Al momento, il sistema è stato lanciato per elaborare esclusivamente le selle in stampa 3D. Questa tecnologia costruttiva si sposa alla perfezione con la mole di dati raccolti: la struttura reticolare può essere riempita in modo differenziato. Viene solidificata dove c’è più bisogno di sostegno e ammorbidita dove i punti di pressione sono meno sollecitati.

Terminata l’elaborazione del software, si procede alla produzione fisica della sella Unica. La stessa viene poi recapitata in tempi brevi all’utente finale. Una risposta ottimizzata, personale e inedita.
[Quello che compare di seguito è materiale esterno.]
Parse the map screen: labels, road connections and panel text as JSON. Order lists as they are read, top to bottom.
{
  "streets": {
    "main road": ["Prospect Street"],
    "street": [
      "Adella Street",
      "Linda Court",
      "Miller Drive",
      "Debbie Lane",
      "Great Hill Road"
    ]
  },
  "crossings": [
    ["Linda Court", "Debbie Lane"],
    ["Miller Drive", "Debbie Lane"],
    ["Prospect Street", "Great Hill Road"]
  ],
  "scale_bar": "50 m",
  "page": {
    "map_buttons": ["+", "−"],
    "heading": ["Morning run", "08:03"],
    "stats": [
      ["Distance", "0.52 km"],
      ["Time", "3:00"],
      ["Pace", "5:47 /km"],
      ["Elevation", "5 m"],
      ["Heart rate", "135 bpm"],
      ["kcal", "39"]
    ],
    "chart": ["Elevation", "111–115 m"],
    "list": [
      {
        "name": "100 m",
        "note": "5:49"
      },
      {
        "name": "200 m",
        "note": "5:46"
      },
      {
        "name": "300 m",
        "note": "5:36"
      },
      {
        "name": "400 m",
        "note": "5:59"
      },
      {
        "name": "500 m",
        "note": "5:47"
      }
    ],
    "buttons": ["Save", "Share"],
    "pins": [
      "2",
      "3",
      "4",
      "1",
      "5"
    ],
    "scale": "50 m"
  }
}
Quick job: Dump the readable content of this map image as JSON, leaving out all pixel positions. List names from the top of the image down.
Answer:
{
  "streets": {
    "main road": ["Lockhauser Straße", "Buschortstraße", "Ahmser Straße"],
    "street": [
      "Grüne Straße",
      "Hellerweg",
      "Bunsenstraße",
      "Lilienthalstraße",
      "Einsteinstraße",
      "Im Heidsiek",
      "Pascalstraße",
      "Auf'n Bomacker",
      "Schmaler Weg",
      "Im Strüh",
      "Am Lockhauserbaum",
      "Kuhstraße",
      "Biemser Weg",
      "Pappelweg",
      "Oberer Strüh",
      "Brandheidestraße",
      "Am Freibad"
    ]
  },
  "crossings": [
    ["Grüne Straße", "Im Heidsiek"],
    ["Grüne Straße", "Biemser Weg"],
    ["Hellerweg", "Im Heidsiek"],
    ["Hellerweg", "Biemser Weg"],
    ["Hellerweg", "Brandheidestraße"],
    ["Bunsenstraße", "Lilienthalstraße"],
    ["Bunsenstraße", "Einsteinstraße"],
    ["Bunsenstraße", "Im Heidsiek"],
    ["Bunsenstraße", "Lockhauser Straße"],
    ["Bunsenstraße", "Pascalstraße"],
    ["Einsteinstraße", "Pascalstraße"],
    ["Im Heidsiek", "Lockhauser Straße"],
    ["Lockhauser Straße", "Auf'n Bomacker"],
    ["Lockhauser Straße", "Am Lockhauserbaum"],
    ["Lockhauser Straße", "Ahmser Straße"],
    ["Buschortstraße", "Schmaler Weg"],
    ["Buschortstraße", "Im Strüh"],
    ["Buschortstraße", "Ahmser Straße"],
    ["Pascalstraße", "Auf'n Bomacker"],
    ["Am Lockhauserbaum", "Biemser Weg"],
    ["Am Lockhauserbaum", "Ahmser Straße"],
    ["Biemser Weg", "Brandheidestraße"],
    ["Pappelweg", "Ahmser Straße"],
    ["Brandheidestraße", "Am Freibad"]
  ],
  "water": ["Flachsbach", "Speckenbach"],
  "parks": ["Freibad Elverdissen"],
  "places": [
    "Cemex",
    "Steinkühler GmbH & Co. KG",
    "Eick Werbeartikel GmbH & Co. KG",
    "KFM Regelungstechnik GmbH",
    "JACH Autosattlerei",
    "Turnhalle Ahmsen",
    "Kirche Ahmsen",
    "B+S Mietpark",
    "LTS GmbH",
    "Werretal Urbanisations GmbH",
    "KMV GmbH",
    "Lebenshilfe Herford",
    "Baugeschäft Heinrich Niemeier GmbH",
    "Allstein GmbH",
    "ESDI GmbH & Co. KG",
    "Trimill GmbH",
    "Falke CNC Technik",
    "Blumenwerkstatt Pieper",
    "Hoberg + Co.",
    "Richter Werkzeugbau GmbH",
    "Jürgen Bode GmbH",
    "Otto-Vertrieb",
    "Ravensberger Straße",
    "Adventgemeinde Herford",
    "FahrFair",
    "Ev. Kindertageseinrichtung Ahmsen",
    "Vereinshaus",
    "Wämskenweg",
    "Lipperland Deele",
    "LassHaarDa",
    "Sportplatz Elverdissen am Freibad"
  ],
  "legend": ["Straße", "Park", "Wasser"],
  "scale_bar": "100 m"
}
I vantaggi numerici: più watt, meno dolore

Ma la teoria trova riscontro pratico spingendo sui pedali? Uno studio condotto dall’Università del Wisconsin-River Falls e pubblicato sull’International Journal of Exercise Science ha dimostrato che un bike fitting oggettivo eseguito con idmatch porta vantaggi misurabili sia in termini di prestazioni che di comfort. Nei test effettuati su 12 ciclisti, la regolazione biomeccanica ha generato:

  • Un aumento della potenza di picco di 81,5 ± 96,6 watt in uno sprint di 6 secondi (PPT6);
  • Un incremento della potenza media sostenuta di 9,7 ± 14,9 watt nel test FTP da 20 minuti.

La ricerca ha inoltre sottolineato come la correzione di errori posturali comuni (ad esempio una distanza sella-manubrio troppo ridotta, spesso scambiata per “comoda”) migliori l’efficienza meccanica, riducendo al contempo la fatica percepita e i dolori articolari.